Última atualização em 29 de setembro de 2021 às 16h34.

Por Pedro Amoroso Lima*

Se você der um Google, vai descobrir que o mercado de consórcios foi inventado no Brasil na década de 60. Embora tudo indique que de fato nasceu aqui, a verdade é que o modelo já existia há muito tempo com algumas variações (das quais, sem dúvida, a mais curiosa foi o luxuoso clube de compra de relógios Patek Philippe sediado no Rio de Janeiro no início do século passado). Fato é que esta “jabuticaba” é hoje uma das verticais mais relevantes do setor financeiro brasileiro, movimentando mais de R$ 160 bilhões de crédito anualmente, e é sem dúvida, um dos produtos mais complexos e criativos da topografia financeira brasileira.

Na mesma pesquisa, provavelmente encontrará tanto críticas como elogios, igualmente fervorosos, em relação ao consórcio, nos levando ao questionamento: como evoluirá esta jabuticaba?

Diferente de cartões de crédito, investimentos e empréstimos, não existem exemplos em mercados mais avançados de como poderia ser o futuro do consórcio.
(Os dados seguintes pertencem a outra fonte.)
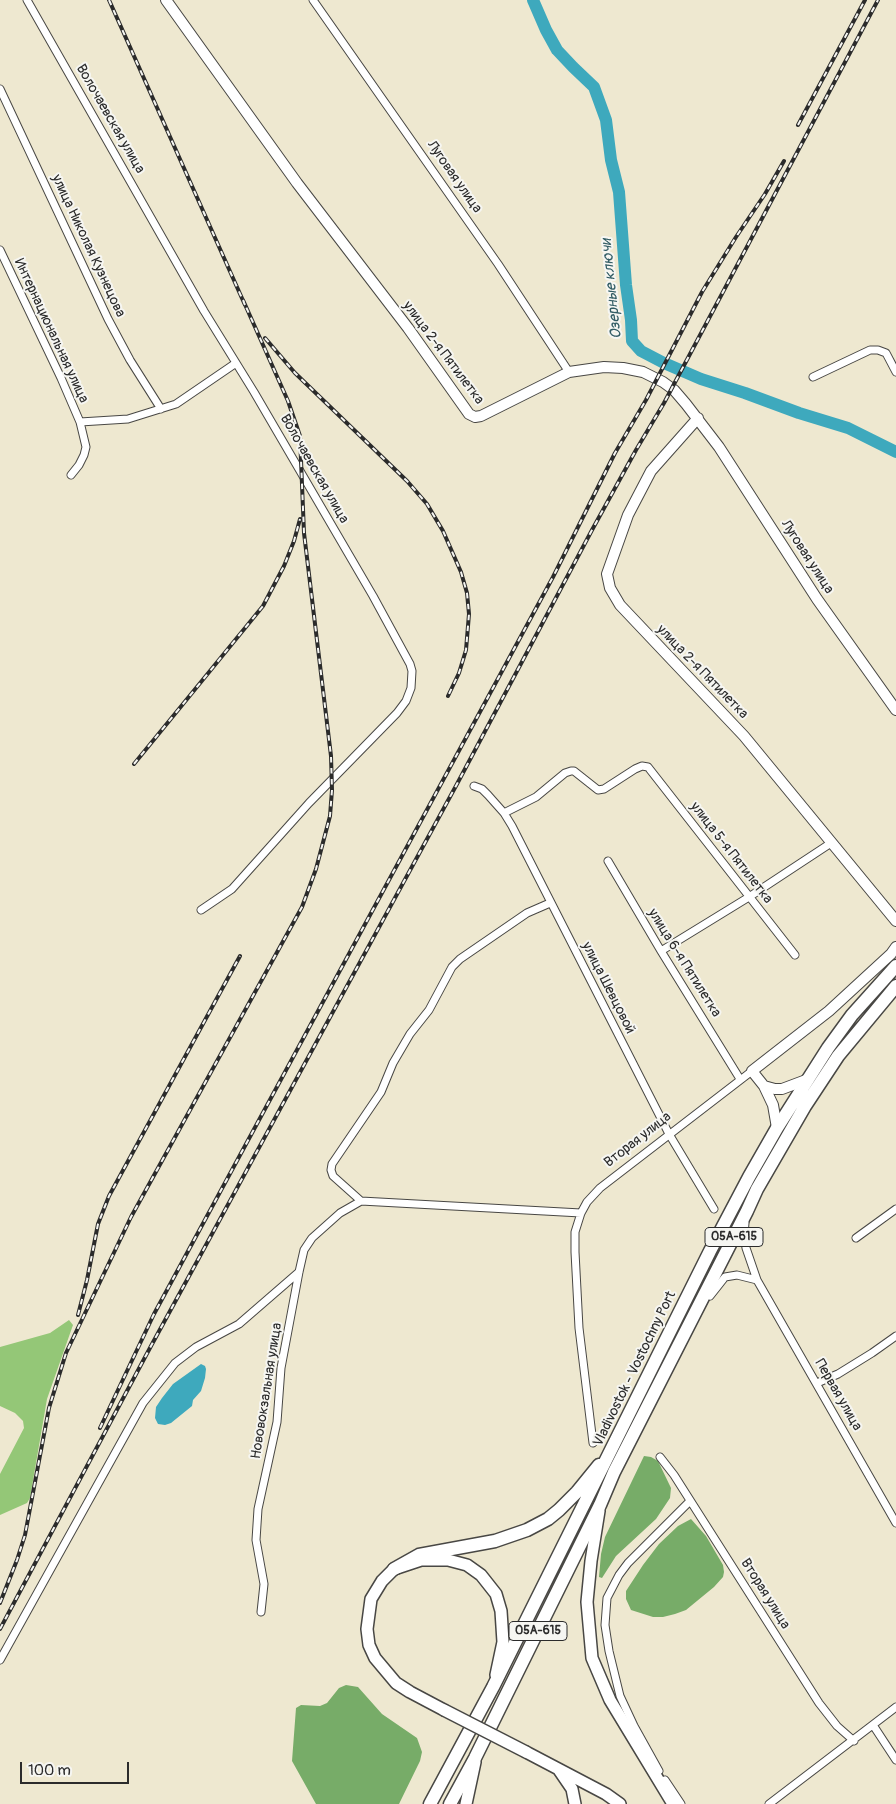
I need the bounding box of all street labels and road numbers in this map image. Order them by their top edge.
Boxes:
street label: Волочаевская улица [72,62,148,176]
street label: Луговая улица [423,138,485,216]
street label: улица Николая Кузнецова [48,172,128,320]
street label: Интернациональная улица [10,256,92,406]
street label: улица 2-я Пятилетка [399,298,487,408]
street label: Волочаевская улица [276,412,352,526]
street label: Луговая улица [777,517,837,597]
street label: улица 2-я Пятилетка [653,621,751,723]
street label: улица 5-я Пятилетка [686,799,776,907]
street label: улица 6-я Пятилетка [644,906,724,1020]
street label: улица Шевцовой [578,939,638,1037]
street label: Вторая улица [601,1109,675,1171]
road number: 05А-615 [705,1228,763,1246]
street label: Vladivostok - Vostochny Port [590,1289,680,1449]
street label: Нововокзальная улица [248,1322,286,1460]
street label: Первая улица [811,1356,865,1434]
street label: Вторая улица [737,1556,793,1632]
road number: 05А-615 [509,1622,567,1640]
Esta falta de referência impediu uma evolução na mesma velocidade dos serviços financeiros mais básicos que encontramos na prateleira de qualquer neobank, tanto do ponto de vista de tecnologia embarcada como de experiência.
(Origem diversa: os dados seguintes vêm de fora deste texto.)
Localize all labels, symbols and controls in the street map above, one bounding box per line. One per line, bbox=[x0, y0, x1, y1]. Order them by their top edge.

Para entendermos para onde vai o produto devemos partir dos primeiros princípios, entendendo o problema que o consórcio endereça.

A alma do consórcio é o financiamento coletivo. Participantes formam um grupo e se comprometem a poupar em conjunto ao longo de um prazo predeterminado. À medida que poupam, o dinheiro agregado é emprestado pelo grupo aos membros para comprar o bem de interesse, seja este um carro, casa, caminhão ou celular. Se tudo correr bem, ao final do prazo todos do grupo atingem o objetivo de compra. Hoje estes grupos são organizados por administradoras de consórcio que cobram uma taxa dos consorciados e regulados pelo Banco Central.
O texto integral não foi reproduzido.